— About this exercise —
For the word "hidden", state how many lines of the records include it, with no other text.
########################################
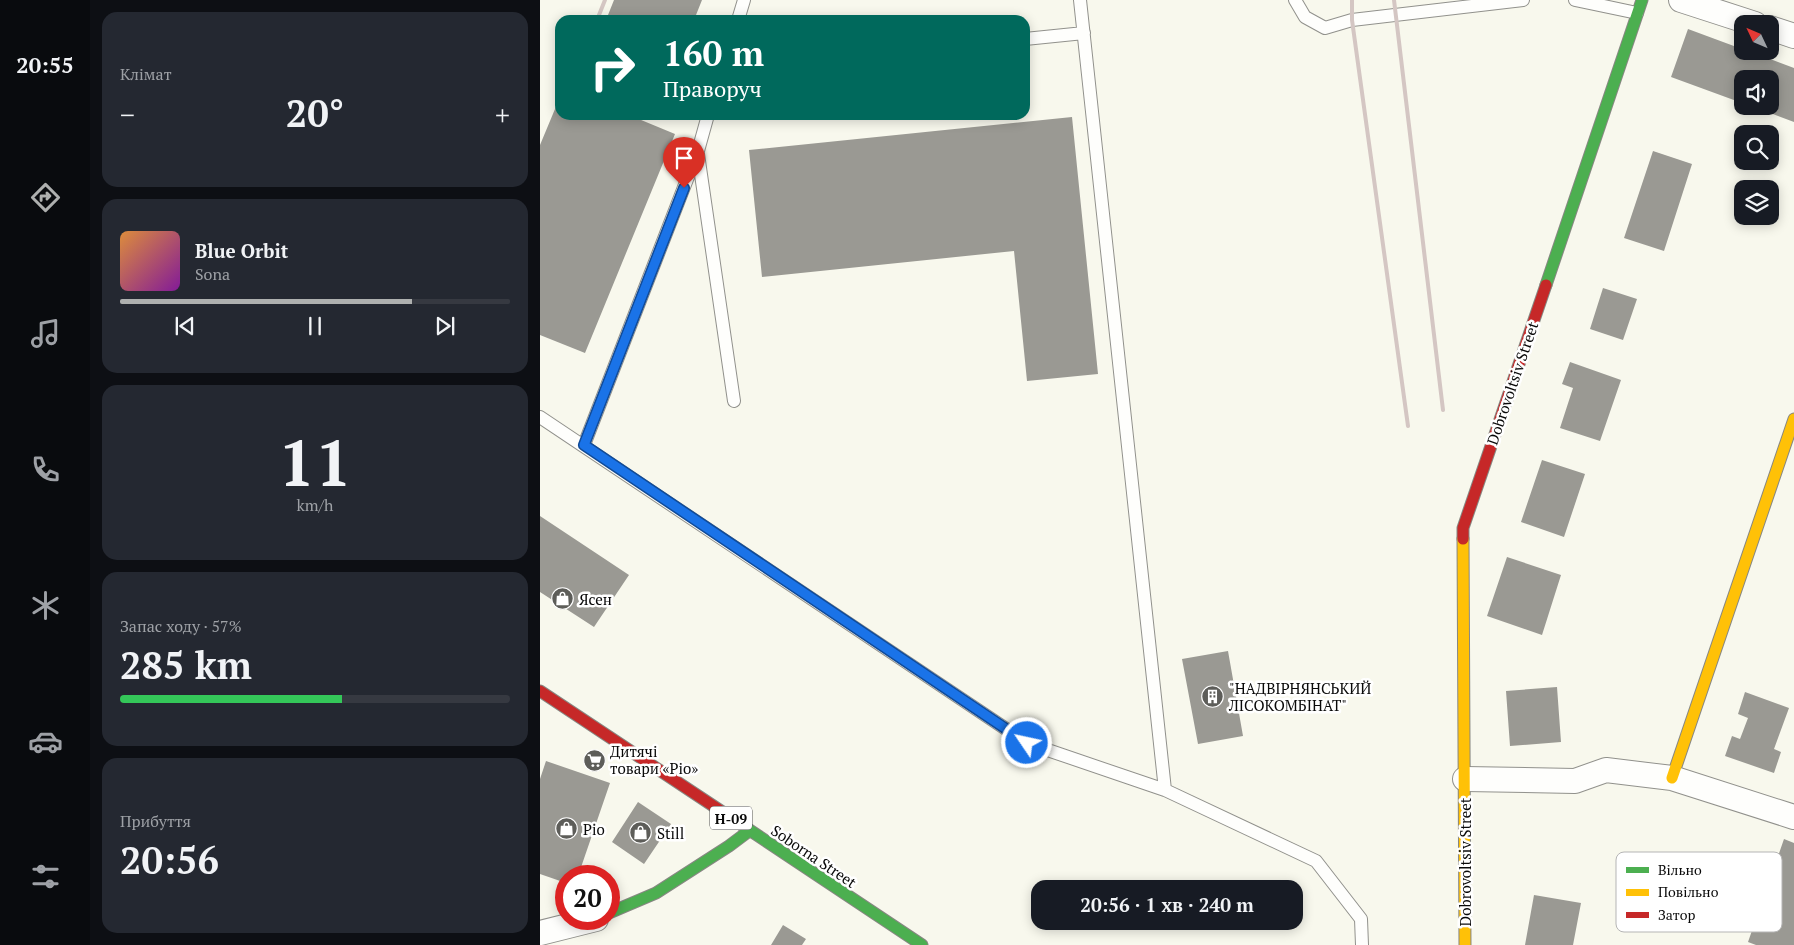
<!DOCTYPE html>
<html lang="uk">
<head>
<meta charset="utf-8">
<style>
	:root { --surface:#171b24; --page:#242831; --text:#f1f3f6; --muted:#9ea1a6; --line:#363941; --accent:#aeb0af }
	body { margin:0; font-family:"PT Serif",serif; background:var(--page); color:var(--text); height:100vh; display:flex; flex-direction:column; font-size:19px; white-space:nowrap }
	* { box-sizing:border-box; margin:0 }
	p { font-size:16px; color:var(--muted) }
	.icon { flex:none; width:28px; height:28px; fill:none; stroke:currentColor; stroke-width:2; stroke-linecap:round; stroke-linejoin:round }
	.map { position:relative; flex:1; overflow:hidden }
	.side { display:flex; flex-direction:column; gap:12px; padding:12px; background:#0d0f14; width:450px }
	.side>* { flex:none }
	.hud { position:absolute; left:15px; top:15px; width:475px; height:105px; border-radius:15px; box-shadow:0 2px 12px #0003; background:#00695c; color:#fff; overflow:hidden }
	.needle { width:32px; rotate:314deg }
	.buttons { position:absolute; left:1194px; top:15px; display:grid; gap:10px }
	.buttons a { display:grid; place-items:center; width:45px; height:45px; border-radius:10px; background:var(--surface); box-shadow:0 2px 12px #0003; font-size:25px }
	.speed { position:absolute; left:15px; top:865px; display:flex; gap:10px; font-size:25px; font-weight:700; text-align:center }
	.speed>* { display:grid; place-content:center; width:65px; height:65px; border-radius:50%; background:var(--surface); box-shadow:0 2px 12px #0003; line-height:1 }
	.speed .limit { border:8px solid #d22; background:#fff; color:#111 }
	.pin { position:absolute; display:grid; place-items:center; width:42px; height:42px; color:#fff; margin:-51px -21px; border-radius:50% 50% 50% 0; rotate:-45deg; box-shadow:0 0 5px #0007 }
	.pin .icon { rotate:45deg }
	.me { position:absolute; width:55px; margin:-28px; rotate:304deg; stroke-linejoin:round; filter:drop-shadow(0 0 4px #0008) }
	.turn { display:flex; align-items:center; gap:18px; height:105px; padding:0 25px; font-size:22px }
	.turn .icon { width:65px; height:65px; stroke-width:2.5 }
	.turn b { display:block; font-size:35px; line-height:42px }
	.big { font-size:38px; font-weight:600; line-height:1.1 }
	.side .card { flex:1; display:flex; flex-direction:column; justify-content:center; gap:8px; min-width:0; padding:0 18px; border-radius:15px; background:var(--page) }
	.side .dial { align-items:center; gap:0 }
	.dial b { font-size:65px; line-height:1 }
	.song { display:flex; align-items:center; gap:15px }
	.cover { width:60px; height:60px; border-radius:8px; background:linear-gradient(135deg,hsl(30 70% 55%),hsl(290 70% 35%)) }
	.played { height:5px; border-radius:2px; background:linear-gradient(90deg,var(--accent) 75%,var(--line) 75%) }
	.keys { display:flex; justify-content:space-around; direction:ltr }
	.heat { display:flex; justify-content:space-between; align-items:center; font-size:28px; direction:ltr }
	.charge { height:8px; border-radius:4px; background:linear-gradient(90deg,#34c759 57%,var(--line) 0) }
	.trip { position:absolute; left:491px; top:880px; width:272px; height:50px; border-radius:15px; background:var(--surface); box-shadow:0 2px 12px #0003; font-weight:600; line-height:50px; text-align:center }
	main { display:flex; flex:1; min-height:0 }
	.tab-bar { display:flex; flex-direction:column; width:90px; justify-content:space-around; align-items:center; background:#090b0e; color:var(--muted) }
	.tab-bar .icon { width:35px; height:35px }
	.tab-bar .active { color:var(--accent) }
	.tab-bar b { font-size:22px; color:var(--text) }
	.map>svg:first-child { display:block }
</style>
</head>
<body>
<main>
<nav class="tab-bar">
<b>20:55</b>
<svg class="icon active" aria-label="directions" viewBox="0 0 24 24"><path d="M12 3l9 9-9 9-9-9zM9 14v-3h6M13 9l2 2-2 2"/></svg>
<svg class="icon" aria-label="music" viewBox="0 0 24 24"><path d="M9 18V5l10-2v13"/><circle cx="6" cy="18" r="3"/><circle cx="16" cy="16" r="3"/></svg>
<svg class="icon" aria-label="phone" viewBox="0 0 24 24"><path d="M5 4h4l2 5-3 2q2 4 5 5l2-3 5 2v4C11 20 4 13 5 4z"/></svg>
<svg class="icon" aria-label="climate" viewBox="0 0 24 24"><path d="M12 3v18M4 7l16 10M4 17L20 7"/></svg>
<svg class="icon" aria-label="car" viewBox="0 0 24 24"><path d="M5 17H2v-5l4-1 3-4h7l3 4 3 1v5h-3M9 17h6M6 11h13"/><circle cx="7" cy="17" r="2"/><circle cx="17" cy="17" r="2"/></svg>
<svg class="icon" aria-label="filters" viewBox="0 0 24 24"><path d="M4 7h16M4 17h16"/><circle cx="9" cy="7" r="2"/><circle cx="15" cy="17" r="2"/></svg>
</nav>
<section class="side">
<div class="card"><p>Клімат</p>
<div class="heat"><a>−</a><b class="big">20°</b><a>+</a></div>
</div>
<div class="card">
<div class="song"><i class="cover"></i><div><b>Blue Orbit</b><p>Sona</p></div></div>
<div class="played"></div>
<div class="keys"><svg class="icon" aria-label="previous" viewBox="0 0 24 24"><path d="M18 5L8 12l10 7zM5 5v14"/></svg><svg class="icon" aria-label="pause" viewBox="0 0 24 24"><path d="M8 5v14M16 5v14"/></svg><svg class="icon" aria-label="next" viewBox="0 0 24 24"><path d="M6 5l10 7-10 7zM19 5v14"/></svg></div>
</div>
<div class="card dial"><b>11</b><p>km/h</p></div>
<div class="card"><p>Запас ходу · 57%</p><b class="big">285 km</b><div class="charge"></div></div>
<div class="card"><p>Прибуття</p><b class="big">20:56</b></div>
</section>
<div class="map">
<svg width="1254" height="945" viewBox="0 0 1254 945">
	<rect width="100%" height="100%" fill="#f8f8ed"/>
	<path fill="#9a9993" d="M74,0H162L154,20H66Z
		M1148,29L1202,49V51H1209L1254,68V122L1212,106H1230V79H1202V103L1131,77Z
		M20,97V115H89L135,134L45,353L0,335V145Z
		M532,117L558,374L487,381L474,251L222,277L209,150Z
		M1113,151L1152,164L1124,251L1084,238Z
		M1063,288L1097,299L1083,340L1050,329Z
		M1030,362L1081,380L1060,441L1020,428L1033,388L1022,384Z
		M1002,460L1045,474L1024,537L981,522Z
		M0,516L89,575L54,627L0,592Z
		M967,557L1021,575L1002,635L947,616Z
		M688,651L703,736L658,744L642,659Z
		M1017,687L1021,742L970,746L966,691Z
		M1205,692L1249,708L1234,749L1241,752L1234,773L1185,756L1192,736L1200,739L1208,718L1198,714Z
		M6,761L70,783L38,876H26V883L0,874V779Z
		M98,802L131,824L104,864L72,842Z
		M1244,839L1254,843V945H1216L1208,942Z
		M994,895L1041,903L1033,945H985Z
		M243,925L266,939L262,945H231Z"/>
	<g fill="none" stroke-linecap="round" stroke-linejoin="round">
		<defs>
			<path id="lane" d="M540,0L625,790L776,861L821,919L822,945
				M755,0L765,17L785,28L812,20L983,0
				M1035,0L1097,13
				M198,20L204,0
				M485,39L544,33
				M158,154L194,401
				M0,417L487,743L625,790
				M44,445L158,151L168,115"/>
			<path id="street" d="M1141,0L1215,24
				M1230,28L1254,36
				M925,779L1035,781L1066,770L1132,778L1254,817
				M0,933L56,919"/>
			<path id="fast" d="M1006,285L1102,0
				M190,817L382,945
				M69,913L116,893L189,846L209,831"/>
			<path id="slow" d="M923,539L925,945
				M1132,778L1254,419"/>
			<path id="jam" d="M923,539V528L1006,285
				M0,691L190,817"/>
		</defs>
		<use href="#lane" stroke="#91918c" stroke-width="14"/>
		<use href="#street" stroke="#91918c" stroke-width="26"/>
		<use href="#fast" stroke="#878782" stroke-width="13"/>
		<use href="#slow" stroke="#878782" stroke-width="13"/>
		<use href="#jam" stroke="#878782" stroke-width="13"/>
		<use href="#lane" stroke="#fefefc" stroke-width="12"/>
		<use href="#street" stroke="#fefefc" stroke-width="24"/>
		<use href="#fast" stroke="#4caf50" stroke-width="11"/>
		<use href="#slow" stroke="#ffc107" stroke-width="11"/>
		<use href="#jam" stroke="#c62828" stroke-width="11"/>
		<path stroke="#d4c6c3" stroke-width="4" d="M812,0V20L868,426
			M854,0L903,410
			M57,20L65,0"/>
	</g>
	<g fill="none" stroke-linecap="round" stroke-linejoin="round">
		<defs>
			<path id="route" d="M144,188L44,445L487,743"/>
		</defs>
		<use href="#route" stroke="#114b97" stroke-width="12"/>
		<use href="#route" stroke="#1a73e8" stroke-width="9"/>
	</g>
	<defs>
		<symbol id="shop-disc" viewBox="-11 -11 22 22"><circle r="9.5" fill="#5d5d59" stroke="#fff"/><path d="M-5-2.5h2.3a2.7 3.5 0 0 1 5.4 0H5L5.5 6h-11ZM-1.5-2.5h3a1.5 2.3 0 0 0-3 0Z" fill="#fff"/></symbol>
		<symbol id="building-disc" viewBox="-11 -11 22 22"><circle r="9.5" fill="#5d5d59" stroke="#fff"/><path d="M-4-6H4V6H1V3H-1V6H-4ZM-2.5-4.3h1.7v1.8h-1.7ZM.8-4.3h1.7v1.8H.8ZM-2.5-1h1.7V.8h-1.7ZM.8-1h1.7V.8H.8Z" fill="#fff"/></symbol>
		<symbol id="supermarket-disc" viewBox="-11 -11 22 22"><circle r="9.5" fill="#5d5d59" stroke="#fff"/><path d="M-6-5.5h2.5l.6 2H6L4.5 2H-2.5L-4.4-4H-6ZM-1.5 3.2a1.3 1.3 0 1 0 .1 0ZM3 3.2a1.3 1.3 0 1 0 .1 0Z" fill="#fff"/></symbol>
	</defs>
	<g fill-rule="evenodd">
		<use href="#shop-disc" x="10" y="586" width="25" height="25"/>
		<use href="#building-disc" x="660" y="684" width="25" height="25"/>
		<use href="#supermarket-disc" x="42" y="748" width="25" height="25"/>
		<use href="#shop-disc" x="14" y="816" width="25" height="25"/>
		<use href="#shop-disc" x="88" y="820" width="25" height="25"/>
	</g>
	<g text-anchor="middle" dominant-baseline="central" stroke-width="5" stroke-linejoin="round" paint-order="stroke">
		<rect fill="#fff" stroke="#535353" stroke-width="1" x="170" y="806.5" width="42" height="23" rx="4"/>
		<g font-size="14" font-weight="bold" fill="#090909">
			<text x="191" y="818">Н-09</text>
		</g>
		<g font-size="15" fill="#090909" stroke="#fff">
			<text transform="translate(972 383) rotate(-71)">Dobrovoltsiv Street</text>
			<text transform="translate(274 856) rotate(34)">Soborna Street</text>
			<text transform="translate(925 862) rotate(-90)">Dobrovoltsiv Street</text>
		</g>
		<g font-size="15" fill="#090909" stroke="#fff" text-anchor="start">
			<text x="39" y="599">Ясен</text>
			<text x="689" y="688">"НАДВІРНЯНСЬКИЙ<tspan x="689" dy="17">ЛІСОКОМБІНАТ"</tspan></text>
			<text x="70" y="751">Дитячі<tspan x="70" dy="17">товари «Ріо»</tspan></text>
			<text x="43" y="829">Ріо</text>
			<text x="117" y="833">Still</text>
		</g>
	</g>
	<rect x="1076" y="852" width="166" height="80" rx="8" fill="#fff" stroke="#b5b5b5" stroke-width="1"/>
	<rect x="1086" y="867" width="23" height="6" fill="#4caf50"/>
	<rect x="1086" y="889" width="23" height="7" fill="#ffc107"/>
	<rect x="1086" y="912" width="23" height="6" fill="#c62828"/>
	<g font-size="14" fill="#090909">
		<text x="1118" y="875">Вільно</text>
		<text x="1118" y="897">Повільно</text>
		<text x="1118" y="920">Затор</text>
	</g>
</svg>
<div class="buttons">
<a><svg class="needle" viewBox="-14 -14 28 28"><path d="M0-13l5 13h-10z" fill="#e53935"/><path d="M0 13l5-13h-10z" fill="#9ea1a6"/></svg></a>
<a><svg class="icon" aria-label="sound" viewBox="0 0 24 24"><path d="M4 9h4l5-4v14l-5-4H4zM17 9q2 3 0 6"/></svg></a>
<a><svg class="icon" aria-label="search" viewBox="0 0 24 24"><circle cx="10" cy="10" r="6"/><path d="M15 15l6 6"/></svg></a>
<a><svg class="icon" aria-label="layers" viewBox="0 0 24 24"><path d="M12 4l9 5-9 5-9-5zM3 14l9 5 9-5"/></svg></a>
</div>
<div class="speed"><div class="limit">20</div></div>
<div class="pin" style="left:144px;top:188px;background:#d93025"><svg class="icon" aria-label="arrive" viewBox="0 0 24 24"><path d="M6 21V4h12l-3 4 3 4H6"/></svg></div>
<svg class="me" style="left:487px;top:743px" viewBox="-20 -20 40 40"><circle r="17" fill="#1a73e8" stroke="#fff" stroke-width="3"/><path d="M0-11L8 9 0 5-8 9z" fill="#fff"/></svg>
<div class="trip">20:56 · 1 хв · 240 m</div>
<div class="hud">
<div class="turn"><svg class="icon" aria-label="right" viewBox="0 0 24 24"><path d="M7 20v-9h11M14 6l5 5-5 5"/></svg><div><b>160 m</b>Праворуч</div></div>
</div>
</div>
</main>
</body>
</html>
########################################
— Answer to this exercise —
2